Since then, Lone Star's IT has undergone a methodical transformation in its organization, infrastructure, and business operations, all in pursuit of hyper-virtualization. (The community college system won a 2012 Campus Technology Innovators award for its effort; read more about it here.) As a result, it can now boast "five nines" service levels, a standard set in 2009 and achieved regularly by late 2010. This level of performance allows for only six minutes of unplanned downtime for any given service each year. "It's not just the data center that has to be up," Alander notes. "If the service can't be delivered due to whatever problem, that's part of your downtime."
Getting to that point of IT maturity and high availability hasn't been without challenges. Typically, though, it's misplaced concerns about virtualization that get in the way. Here, Alander and Cory Bradfield, Lone Star's infrastructure architect, address 10 common myths that can stop campuses from getting 100 percent out of their virtualization efforts.
Myth No. 1: Virtual Server Creep Is a Given
Because virtualization makes it much easier to provision servers on demand, it's possible for the growth of virtual machines at an institution to spiral out of control--resulting in the dreaded virtual server creep. Indeed, when the push to broaden virtualization started at Lone Star, security logs revealed quite a few servers, which had been set up for test purposes, that nobody had touched for months.

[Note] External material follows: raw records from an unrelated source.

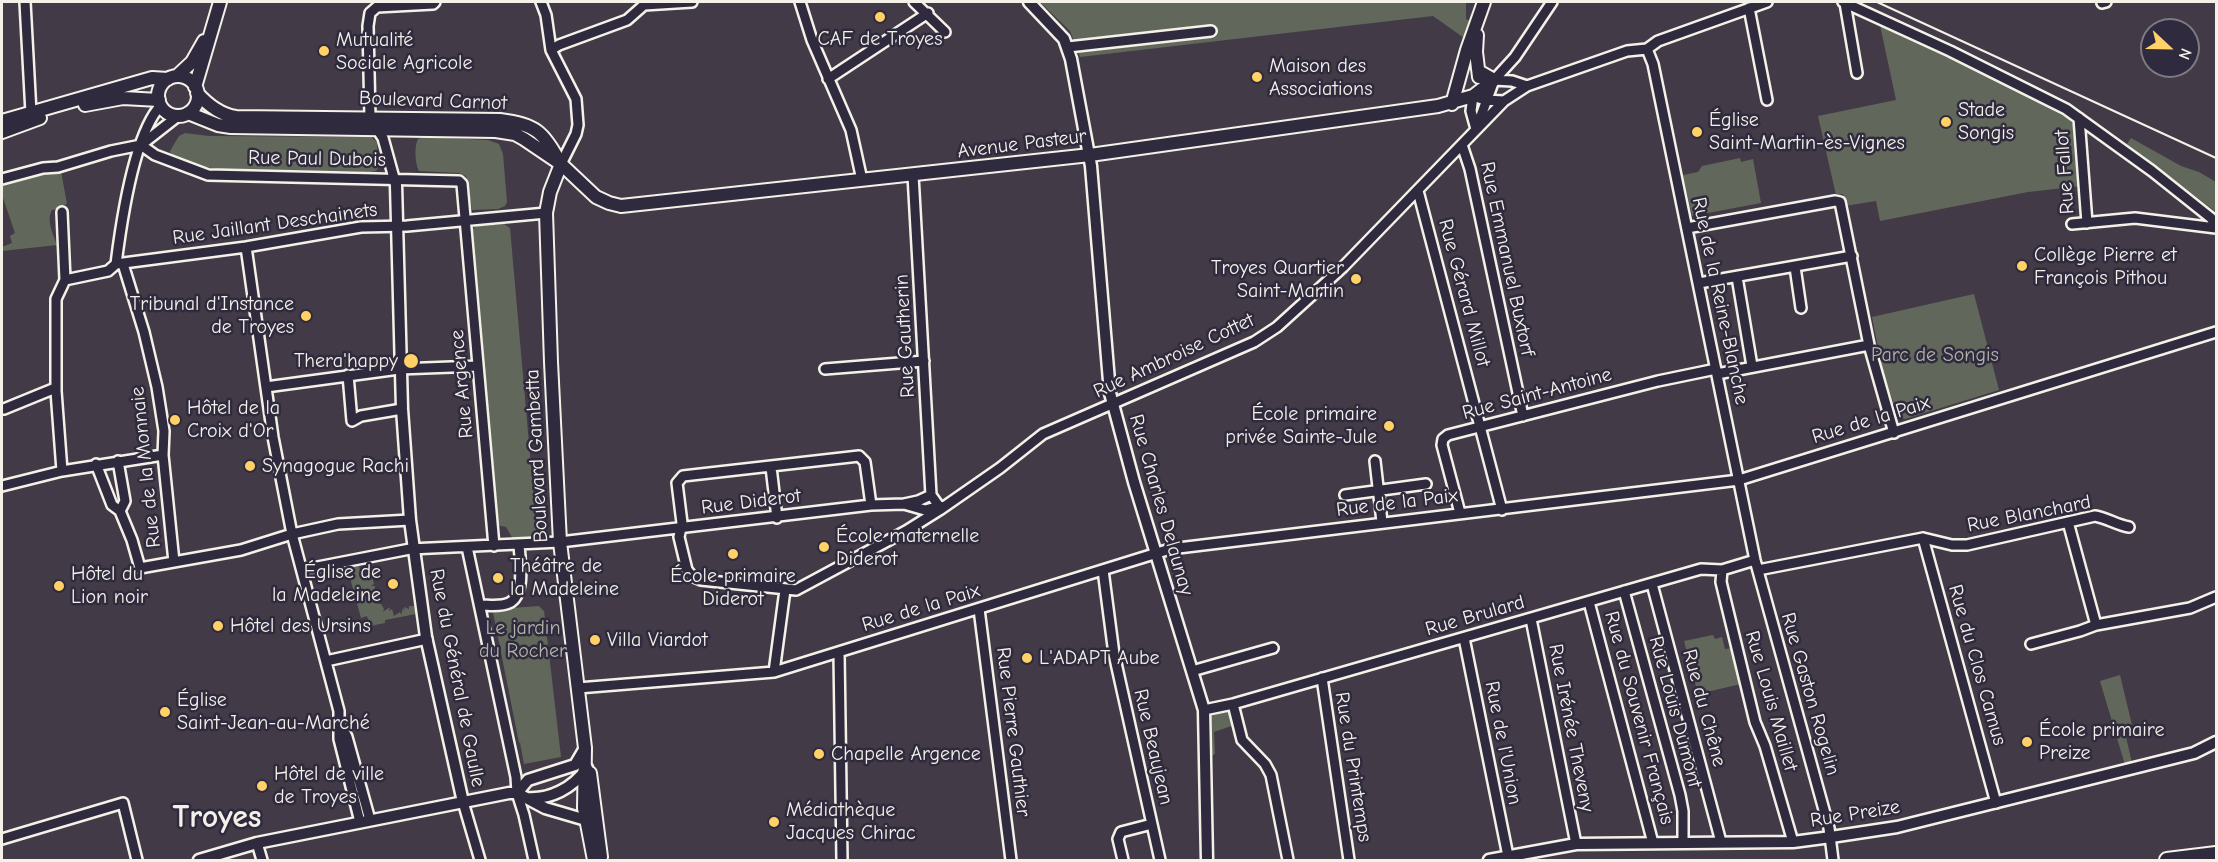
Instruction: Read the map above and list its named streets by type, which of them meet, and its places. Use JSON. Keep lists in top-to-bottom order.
{
  "streets": {
    "main road": ["Boulevard Carnot", "Avenue Pasteur", "Boulevard Gambetta"],
    "street": [
      "Rue Paul Dubois",
      "Rue Fallot",
      "Rue Jaillant Deschainets",
      "Rue Emmanuel Buxtorf",
      "Rue Gérard Millot",
      "Rue de la Reine-Blanche",
      "Rue Gautherin",
      "Rue Ambroise Cottet",
      "Rue Argence",
      "Rue Saint-Antoine",
      "Rue de la Paix",
      "Rue de la Monnaie",
      "Rue Diderot",
      "Rue Charles Delaunay",
      "Rue Blanchard",
      "Rue Brulard",
      "Rue du Clos Camus",
      "Rue du Général de Gaulle",
      "Rue Gaston Rogelin",
      "Rue Louis Maillet",
      "Rue du Chêne",
      "Rue Louis Dumont",
      "Rue du Souvenir Français",
      "Rue Irénée Theveny",
      "Rue Pierre Gauthier",
      "Rue de l'Union",
      "Rue Beaujean",
      "Rue du Printemps",
      "Rue Preize"
    ]
  },
  "crossings": [
    ["Boulevard Carnot", "Avenue Pasteur"],
    ["Boulevard Carnot", "Boulevard Gambetta"],
    ["Avenue Pasteur", "Rue Gautherin"],
    ["Avenue Pasteur", "Rue Charles Delaunay"],
    ["Rue Paul Dubois", "Rue Jaillant Deschainets"],
    ["Rue Paul Dubois", "Rue Argence"],
    ["Rue Paul Dubois", "Rue du Général de Gaulle"],
    ["Rue Jaillant Deschainets", "Rue Argence"],
    ["Rue Jaillant Deschainets", "Boulevard Gambetta"],
    ["Rue Jaillant Deschainets", "Rue de la Monnaie"],
    ["Rue Jaillant Deschainets", "Rue du Général de Gaulle"],
    ["Rue Emmanuel Buxtorf", "Rue Ambroise Cottet"],
    ["Rue Emmanuel Buxtorf", "Rue Saint-Antoine"],
    ["Rue Gérard Millot", "Rue Ambroise Cottet"],
    ["Rue Gérard Millot", "Rue Saint-Antoine"],
    ["Rue Gérard Millot", "Rue de la Paix"],
    ["Rue de la Reine-Blanche", "Rue Ambroise Cottet"],
    ["Rue de la Reine-Blanche", "Rue Saint-Antoine"],
    ["Rue de la Reine-Blanche", "Rue de la Paix"],
    ["Rue de la Reine-Blanche", "Rue Blanchard"],
    ["Rue de la Reine-Blanche", "Rue Brulard"],
    ["Rue de la Reine-Blanche", "Rue Gaston Rogelin"],
    ["Rue Gautherin", "Rue Ambroise Cottet"],
    ["Rue Gautherin", "Rue Diderot"],
    ["Rue Ambroise Cottet", "Rue Diderot"],
    ["Rue Ambroise Cottet", "Rue Charles Delaunay"],
    ["Rue Argence", "Rue Diderot"],
    ["Rue Saint-Antoine", "Rue de la Paix"],
    ["Rue de la Paix", "Boulevard Gambetta"],
    ["Rue de la Paix", "Rue Charles Delaunay"],
    ["Rue de la Paix", "Rue Pierre Gauthier"],
    ["Rue de la Paix", "Rue Beaujean"],
    ["Boulevard Gambetta", "Rue Diderot"],
    ["Rue Diderot", "Rue du Général de Gaulle"],
    ["Rue Charles Delaunay", "Rue Brulard"],
    ["Rue Blanchard", "Rue Brulard"],
    ["Rue Blanchard", "Rue du Clos Camus"],
    ["Rue Blanchard", "Rue Gaston Rogelin"],
    ["Rue Brulard", "Rue Gaston Rogelin"],
    ["Rue Brulard", "Rue Louis Maillet"],
    ["Rue Brulard", "Rue du Chêne"],
    ["Rue Brulard", "Rue Louis Dumont"],
    ["Rue Brulard", "Rue du Souvenir Français"],
    ["Rue Brulard", "Rue Irénée Theveny"],
    ["Rue Brulard", "Rue de l'Union"],
    ["Rue Brulard", "Rue du Printemps"],
    ["Rue du Clos Camus", "Rue Preize"],
    ["Rue Gaston Rogelin", "Rue Preize"],
    ["Rue Louis Maillet", "Rue Preize"],
    ["Rue du Chêne", "Rue Preize"],
    ["Rue Louis Dumont", "Rue Preize"],
    ["Rue du Souvenir Français", "Rue Preize"],
    ["Rue Irénée Theveny", "Rue Preize"],
    ["Rue de l'Union", "Rue Preize"]
  ],
  "districts": ["Troyes"],
  "parks": ["Parc de Songis", "Le jardin du Rocher"],
  "places": [
    "CAF de Troyes",
    "Mutualité Sociale Agricole",
    "Maison des Associations",
    "Stade Songis",
    "Église Saint-Martin-ès-Vignes",
    "Collège Pierre et François Pithou",
    "Troyes Quartier Saint-Martin",
    "Tribunal d'Instance de Troyes",
    "Thera'happy",
    "Hôtel de la Croix d'Or",
    "École primaire privée Sainte-Jule",
    "Synagogue Rachi",
    "École maternelle Diderot",
    "École primaire Diderot",
    "Théâtre de la Madeleine",
    "Église de la Madeleine",
    "Hôtel du Lion noir",
    "Hôtel des Ursins",
    "Villa Viardot",
    "L'ADAPT Aube",
    "Église Saint-Jean-au-Marché",
    "École primaire Preize",
    "Chapelle Argence",
    "Hôtel de ville de Troyes",
    "Médiathèque Jacques Chirac"
  ],
  "north": "right"
}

With proper management, however, virtual server creep is hardly a foregone conclusion. Alander and Bradfield recommend putting in place a strong lifecycle-management policy to maintain standards in areas such as change control, use of "golden master copies" for configuration of virtual machines, and other processes.
Now, before the Lone Star team provisions a new environment, standard practice is to ask users what it will be used for and how long it'll be needed. When the time is up, IT checks back to see if the virtual machine is still needed. If not, it's wiped out and the dedicated resources are allocated back to the pool from which they came. The system is archived after being decommissioned, just in case it needs to be brought back. It's officially purged three to six months later, depending on the service it was tied to.
Myth No. 2: The Virtual Environment Is More Complex
A virtual environment is no more complex to manage than any other kind of infrastructure, Bradfield and Alander insist. In fact, they believe it's considerably easier. It just requires the proper training up front, the right organization structure, and standardization on the back end.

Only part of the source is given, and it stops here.